The Cayman Islands government’s $1.18 billion figure for estimated healthcare liabilities due over the next two decades may be a bit low.
According to testimony Wednesday in the Legislative Assembly’s Public Accounts Committee, the future liability figure was calculated in mid-2014 without including in the total more than 2,000 public sector workers – many of whom will retire in Cayman at some point.
Those workers, a total of 2,275 in mid-2014, are employed in the 26 statutory authorities and government-owned companies.
George Town MLA Roy McTaggart questioned whether those employees had been included in the estimated $1.18 billion liability figure. Financial Secretary Ken Jefferson said they had not.
Mr. Jefferson later clarified that current retirees on the government pension plans, seamen and veterans, active civil service employees [of which there were 3,571 in mid-2014] and the employees’ dependents were all included in the healthcare liability estimates.
“It would be correct to say that the post-retirement healthcare liability of the statutory authorities and government companies have not been included in the figure of $1.18 billion,” Mr. Jefferson said.
The $1.18 billion, which is more than the entire Cayman Islands public sector earns from taxation and fees in a year, is not all due presently. Rather, Mr. Jefferson said, it is government’s best estimate of what Cayman will have to pay to cover healthcare costs for retirees, current employees who will be retired, seamen and veterans over the next 20 years.
Right now, all current and retired civil servants are covered via a Cayman Islands National Insurance Company healthcare plan. However, that is not necessarily the case for employees in the statutory authorities and government companies.

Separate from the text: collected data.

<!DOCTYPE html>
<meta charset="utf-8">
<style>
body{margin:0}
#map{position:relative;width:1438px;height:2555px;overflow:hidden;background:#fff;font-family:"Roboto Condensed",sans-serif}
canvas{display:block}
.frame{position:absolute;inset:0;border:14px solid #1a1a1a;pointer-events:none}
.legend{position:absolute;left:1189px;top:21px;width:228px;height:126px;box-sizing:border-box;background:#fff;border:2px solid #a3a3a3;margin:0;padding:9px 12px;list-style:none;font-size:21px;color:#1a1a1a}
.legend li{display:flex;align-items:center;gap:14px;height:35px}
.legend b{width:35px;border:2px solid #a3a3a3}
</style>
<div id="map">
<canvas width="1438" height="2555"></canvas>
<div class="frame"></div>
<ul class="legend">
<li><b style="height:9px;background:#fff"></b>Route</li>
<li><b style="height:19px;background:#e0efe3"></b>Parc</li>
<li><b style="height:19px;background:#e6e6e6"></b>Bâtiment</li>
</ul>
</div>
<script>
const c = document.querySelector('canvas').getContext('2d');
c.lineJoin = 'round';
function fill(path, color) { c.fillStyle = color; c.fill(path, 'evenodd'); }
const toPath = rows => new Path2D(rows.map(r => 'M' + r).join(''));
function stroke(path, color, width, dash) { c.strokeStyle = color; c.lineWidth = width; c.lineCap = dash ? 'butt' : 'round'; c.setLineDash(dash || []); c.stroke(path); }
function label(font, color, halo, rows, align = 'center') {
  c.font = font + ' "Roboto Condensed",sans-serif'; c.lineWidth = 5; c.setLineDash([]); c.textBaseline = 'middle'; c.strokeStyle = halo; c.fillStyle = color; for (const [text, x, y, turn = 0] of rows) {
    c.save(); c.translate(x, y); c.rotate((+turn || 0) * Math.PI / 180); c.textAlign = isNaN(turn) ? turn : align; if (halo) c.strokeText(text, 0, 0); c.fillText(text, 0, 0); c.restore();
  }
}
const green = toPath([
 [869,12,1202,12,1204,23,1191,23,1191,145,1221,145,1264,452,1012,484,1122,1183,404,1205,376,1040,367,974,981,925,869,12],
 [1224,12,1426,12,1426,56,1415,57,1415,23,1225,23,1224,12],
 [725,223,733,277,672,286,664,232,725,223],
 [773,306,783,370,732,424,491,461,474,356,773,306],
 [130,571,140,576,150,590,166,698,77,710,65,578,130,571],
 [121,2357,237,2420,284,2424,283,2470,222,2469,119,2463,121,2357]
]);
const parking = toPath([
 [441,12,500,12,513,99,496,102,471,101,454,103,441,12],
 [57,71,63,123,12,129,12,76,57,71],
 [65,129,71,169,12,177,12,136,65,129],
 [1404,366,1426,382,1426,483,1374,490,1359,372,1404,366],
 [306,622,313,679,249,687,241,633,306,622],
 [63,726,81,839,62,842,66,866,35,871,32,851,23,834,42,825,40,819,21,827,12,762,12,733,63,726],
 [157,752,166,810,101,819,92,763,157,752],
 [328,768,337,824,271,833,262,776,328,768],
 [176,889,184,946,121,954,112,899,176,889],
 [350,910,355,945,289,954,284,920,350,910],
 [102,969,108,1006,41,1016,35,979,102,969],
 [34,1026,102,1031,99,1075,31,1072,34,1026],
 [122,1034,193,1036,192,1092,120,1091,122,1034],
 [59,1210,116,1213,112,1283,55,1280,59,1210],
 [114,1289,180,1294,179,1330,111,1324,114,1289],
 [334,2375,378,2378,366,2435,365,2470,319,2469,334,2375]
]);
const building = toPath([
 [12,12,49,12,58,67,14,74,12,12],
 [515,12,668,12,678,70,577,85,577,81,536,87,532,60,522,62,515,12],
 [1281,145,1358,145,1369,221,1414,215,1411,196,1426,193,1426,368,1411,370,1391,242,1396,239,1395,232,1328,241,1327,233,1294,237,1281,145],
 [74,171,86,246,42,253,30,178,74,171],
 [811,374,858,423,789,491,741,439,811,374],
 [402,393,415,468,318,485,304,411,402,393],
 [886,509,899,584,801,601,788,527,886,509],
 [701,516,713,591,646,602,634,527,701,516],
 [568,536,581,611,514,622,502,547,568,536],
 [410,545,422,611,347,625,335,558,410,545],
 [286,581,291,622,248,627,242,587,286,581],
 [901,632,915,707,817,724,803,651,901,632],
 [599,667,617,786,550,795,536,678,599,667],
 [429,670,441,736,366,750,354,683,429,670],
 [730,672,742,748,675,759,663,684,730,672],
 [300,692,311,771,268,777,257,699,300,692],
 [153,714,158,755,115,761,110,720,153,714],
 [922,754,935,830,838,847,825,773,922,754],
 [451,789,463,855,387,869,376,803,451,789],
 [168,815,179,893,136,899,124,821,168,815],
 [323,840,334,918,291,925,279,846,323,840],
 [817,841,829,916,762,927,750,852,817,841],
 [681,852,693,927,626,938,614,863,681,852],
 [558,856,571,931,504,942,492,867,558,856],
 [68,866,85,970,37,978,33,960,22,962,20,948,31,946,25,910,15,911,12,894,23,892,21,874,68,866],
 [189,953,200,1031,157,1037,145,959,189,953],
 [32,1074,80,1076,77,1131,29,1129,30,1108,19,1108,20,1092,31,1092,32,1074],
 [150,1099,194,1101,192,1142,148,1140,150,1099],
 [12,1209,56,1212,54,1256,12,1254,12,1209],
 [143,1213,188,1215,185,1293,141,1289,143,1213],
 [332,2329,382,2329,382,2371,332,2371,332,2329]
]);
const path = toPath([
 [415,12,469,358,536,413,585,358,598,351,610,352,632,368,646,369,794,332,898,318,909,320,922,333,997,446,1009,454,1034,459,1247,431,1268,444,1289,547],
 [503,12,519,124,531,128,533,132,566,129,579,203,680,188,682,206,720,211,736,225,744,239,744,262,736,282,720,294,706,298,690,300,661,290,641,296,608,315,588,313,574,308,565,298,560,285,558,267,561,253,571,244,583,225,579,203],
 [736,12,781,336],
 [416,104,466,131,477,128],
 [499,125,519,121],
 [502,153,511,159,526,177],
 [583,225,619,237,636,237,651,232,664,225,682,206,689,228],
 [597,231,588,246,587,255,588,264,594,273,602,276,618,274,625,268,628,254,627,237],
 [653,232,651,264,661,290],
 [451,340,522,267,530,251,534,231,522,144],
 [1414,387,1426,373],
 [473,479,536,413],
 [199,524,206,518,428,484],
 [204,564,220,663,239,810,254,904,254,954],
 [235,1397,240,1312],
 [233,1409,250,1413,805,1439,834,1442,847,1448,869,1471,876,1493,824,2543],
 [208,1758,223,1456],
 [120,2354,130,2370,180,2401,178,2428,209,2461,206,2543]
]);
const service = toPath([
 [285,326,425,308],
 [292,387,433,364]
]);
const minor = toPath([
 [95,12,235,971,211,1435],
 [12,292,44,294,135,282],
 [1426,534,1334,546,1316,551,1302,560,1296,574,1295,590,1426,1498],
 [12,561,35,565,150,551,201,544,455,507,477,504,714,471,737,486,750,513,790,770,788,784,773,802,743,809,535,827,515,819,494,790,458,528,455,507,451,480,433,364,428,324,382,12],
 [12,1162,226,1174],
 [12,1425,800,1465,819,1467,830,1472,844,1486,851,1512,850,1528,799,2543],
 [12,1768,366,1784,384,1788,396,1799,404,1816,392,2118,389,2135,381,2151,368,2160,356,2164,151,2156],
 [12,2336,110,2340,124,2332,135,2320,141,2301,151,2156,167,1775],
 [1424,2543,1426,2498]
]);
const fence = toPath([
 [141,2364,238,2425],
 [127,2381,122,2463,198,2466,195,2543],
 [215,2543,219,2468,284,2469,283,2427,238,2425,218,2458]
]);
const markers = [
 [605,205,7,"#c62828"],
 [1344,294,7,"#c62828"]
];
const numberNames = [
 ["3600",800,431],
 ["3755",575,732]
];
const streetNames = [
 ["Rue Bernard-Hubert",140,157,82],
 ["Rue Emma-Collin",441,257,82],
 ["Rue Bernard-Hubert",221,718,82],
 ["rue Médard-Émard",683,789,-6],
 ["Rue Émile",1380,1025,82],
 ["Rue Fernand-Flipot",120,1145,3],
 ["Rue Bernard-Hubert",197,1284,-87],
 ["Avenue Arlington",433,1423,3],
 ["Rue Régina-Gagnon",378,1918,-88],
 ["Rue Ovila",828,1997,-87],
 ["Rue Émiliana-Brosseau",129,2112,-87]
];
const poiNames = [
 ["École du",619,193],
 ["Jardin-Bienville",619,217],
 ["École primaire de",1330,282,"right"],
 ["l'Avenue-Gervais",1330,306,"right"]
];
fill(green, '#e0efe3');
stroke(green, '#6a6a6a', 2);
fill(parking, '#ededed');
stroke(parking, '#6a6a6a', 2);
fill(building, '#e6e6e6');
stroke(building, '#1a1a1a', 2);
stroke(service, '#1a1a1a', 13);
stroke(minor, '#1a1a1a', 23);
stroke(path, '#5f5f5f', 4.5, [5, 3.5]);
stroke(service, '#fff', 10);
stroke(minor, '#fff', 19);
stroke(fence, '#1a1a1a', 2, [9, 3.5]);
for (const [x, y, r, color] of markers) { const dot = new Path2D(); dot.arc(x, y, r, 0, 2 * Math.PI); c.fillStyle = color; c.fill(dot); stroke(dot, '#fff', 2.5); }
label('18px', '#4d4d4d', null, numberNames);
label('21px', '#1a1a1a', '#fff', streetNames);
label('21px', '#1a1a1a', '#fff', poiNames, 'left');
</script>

For instance, Health Services Authority employees are not covered by CINICO insurance. Public Accounts Committee members were told Wednesday that the HSA pays “out of pocket” for employee healthcare and third-party insurance is used only when individual cases require more than $300,000 in expenses – typically only those involving treatment overseas.
When employees retire from the HSA, they are given three months of continuing healthcare coverage. After that, they are required to provide healthcare on their own, similar to what a private sector employee must do, health authority Chief Executive Lizzette Yearwood told the committee.
However, that does not mean government would not end up paying for those individuals eventually. If someone becomes indigent, they would then fall back on social services to pay for healthcare.
Finance Minister Marco Archer has said a number of times that Cayman can address the burgeoning healthcare liability if it plans now and government does not “bury its head in the sand,” ignoring the problem.
“It was not a problem that was created overnight and its solution will not be found overnight,” Mr. Archer said.
The government has already approved changes to the retirement age, pushing it from 60 to 65, a move that is expected to reduce the future liability. A government plan to require civil servants to pay for a portion of their healthcare premiums is due to occur in 2018. Other options, such as privatizing certain health services now being provided by government, are being considered.
Neither retired civil servants nor active government workers are required to make co-payments; their monthly premiums are paid for by government.
Both civil service plans under the Cayman Islands National Insurance Company have a $5 million maximum “lifetime limit” for healthcare coverage. There are no limits on prescription drug purchases or inpatient or outpatient care. Overseas accommodations and airfare for covered government workers or retirees who must fly off island to obtain treatment are covered 100 percent.